Bem, agora estamos em meio a uma terceira fase terrível. Já falei e discursei tanto contra a crítica hipócrita e falsa que agora reluto em dizer muito sobre isso. Em todo o mundo anglófono, a onda de teoria francesa foi substituída pela mistura terrível à qual venho dando o nome de "escola do ressentimento" -os chamados multiculturalistas e feministas que nos dizem que devemos dar valor a uma obra literária em razão da origem étnica ou do gênero de seu autor. O feminismo como defesa da igualdade de direitos, de oportunidades educacionais, de salários -nenhum ser humano racional e um pouco decente que seja poderia discordar disso. Mas aquilo ao qual se dá o nome de feminismo nas academias parece constituir um fenômeno muito distinto. Já descrevi essas pessoas como a turba de lemingues, que se atiram desde o penhasco e carregam seu suposto tema junto, rumo à morte certa. De modo geral, Yale tem resistido a isso tudo melhor do que Harvard e Princeton. Esta universidade possui uma tradição duradoura e forte de estudos filológicos reais, um profundo amor pela literatura imaginativa, tanto assim que vem se segurando relativamente bem. Mas na primavera passada uma jovem encantadora, que era uma de minhas assistentes, entrou sacudindo a cabeça. Ela disse: "Harold, estou espantada. Acabo de assistir a um seminário de "estudos americanos'". Estremeci, porque, de todos os departamentos de Yale que, no passado, teriam sido descritos como humanistas, aquele que foi inteiramente entregue à baboseira é o de estudos americanos. Ela prosseguiu: "Acabamos de ouvir uma aula sobre Walt Whitman. O professor passou as duas horas inteiras nos explicando que Walt Whitman era racista". Diante disso, quase perco minha capacidade de sentir ultraje, choque ou indignação. Walt Whitman, racista? É simplesmente lunático.

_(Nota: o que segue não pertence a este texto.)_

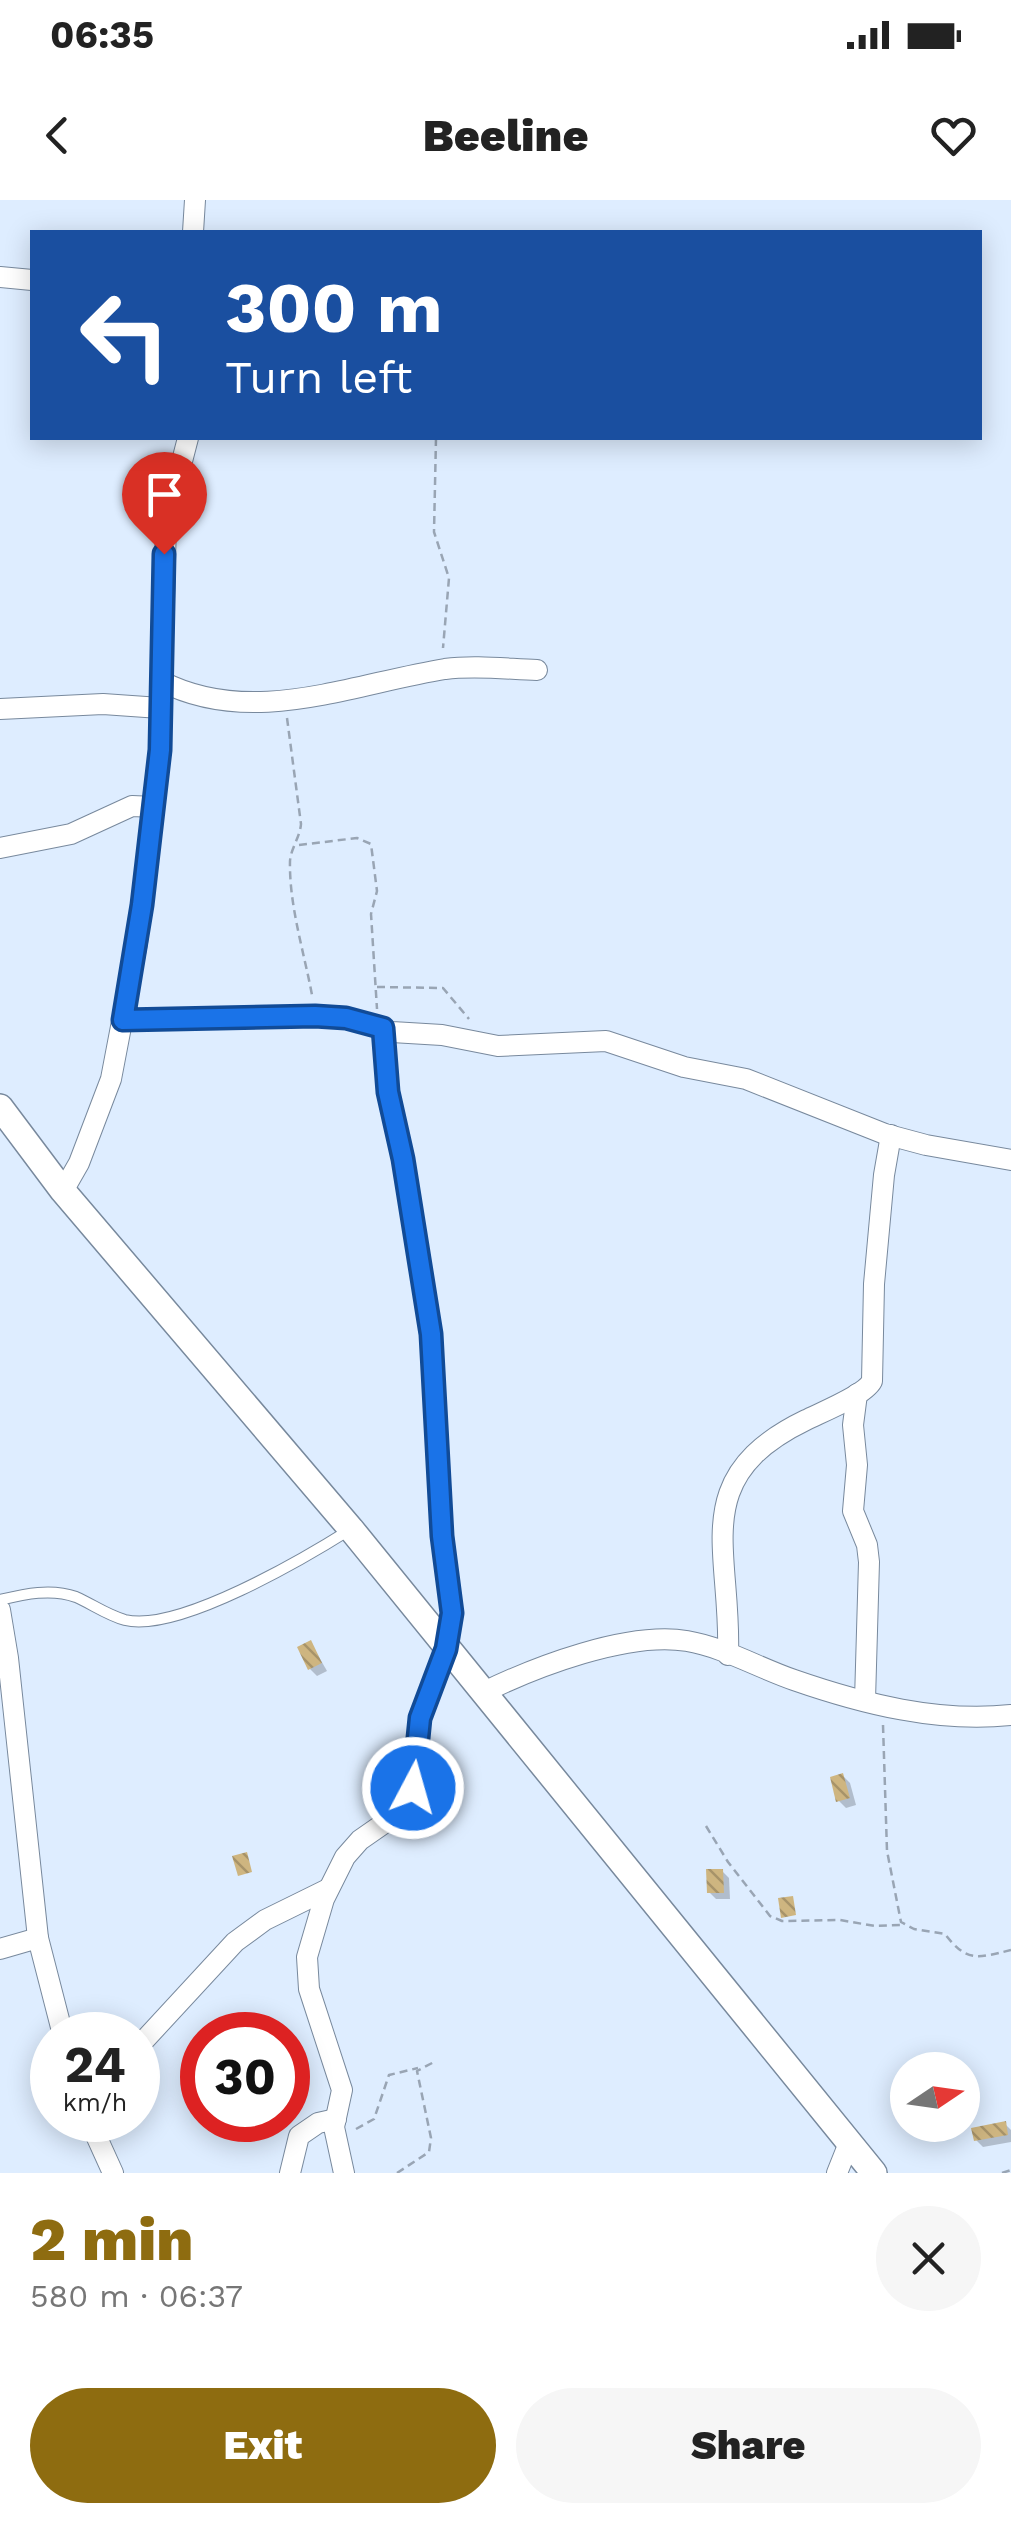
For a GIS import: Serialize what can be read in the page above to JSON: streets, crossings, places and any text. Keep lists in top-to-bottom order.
{
  "north": "right",
  "page": {
    "status": "06:35",
    "header": "Beeline",
    "turn": ["300 m", "Turn left"],
    "speed": "24 km/h",
    "limit": "30",
    "heading": ["2 min", "580 m · 06:37"],
    "buttons": ["Exit", "Share"]
  }
}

O sr. estava falando do desconstrucionismo. Em um de seus ensaios, "The Breaking of Form", o sr. traçou uma comparação interessante: ""A linguagem, em relação à poesia, pode ser concebida de duas maneiras válidas, como venho aprendendo relutantemente ao longo do tempo. Ou podemos acreditar numa teoria mágica de toda a linguagem, como faziam os cabalistas, muitos poetas e Walter Benjamin, ou temos que nos render a um niilismo absoluto, que, em sua forma mais refinada, é conhecido hoje como desconstrucionismo".

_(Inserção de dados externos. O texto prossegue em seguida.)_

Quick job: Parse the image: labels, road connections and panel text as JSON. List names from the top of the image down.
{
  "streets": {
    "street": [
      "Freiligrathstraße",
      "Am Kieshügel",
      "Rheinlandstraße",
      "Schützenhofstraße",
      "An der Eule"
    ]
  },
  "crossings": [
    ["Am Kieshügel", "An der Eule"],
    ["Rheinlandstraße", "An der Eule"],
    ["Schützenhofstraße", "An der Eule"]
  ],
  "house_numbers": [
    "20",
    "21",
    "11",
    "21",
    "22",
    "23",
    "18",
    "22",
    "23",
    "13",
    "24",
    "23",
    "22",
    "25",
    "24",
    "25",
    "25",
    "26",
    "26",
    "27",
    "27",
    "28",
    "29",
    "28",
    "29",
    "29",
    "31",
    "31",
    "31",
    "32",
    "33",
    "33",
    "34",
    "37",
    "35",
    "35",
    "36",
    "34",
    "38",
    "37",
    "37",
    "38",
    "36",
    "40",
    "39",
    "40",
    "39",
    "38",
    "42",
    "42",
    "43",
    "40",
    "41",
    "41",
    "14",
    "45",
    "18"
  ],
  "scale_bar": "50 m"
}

Sim, sim, eu me lembro disso. Naquela época, Paul (de Man) e eu vivíamos nos enfrentando em debates públicos. Na vida privada, fazíamos longas caminhadas juntos, ou então ele ficava sentado onde você está agora e discutia o mesmo assunto, tomando uma cerveja belga.

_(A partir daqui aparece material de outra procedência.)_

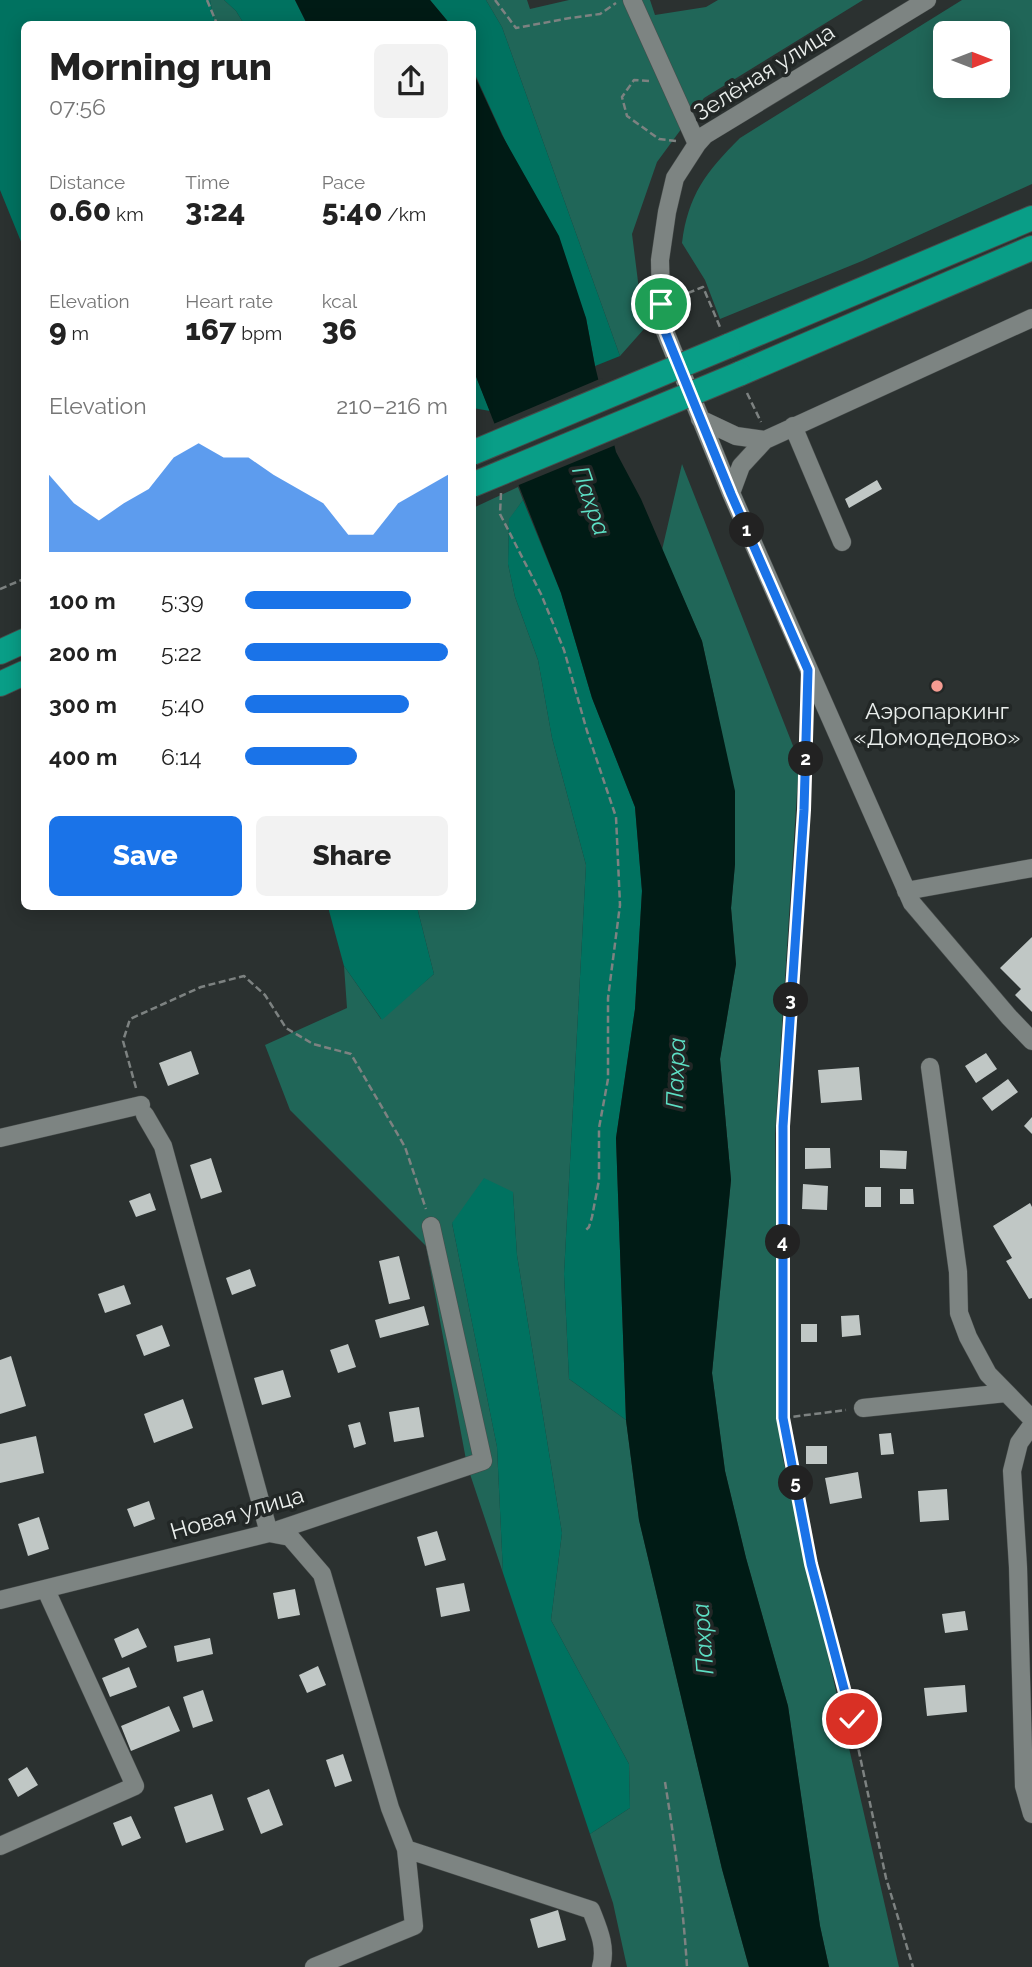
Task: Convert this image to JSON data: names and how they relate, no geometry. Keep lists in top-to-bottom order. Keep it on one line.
{"streets":{"street":["Зелёная улица","Новая улица"]},"water":["Пахра"],"places":["Аэропаркинг «Домодедово»"],"north":"right","page":{"heading":["Morning run","07:56"],"stats":[["Distance","0.60 km"],["Time","3:24"],["Pace","5:40 /km"],["Elevation","9 m"],["Heart rate","167 bpm"],["kcal","36"]],"chart":["Elevation","210–216 m"],"pins":["1","2","3","4","5"],"list":[{"name":"100 m","note":"5:39"},{"name":"200 m","note":"5:22"},{"name":"300 m","note":"5:40"},{"name":"400 m","note":"6:14"}],"buttons":["Save","Share"]}}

O que mais chamou minha atenção foi sua sentença seguinte: "Mas essas duas maneiras, em seus limites externos, se voltam e se transformam uma na outra".
Sim, sei a que trecho você se refere. Eu me lembro de ter dito a Paul que não me importava se se ensinasse o que ele e Jacques (Derrida) estavam ensinando -ou seja, a absoluta ausência de significado, o permanente vagar a esmo da linguagem- ou se tivéssemos uma teoria linguística que ensinasse uma plenitude absoluta de significado, como acontecia com os cabalistas, como meu grande mentor Gershom Scholem e meu amigo Moshe Idel. Tudo o que importava para mim era o Absoluto, por assim dizer. Isso porque, em última análise, as duas coisas se voltavam e se transformavam uma na outra.
Isso é fascinante, mas como explicaria o aparente paradoxo do que está dizendo?
A afirmação não me parece ser nada paradoxal. Não é estranho? Essencialmente, o que a cabala sempre diz é que o Torá -e, na verdade, qualquer letra hebraica única- contém dentro de si a plenitude total, aquilo ao qual os cabalistas espanhóis chamavam o "ein sof", o "sem-fim", a divindade, Deus.
Isso parece contrariar uma das premissas centrais do desconstrucionismo. Derrida e outros diziam que a linguagem sempre é deferida ao longo de uma cadeia de significado, referindo-se a um significante após outro. O absoluto do qual o sr. fala é o "significado transcendental" que eles disseram não existir?
Acho que não. Ele transcende qualquer noção daquilo que você pode significar! O "ein sof" não pode ser descrito como o significado transcendental, porque não é um significado. Não é um sinal entre outros sinais, de maneira alguma. Do mesmo modo, mesmo que você diga que o sentido sempre muda, está sempre no exílio, está sempre passando de um significante aparente para outro, pragmaticamente, como dizia William James, apenas uma diferença que faz uma diferença é uma diferença de fato. E, pragmaticamente, não me parece existir qualquer diferença entre ensinar uma ausência absoluta de sentido e uma plenitude absoluta.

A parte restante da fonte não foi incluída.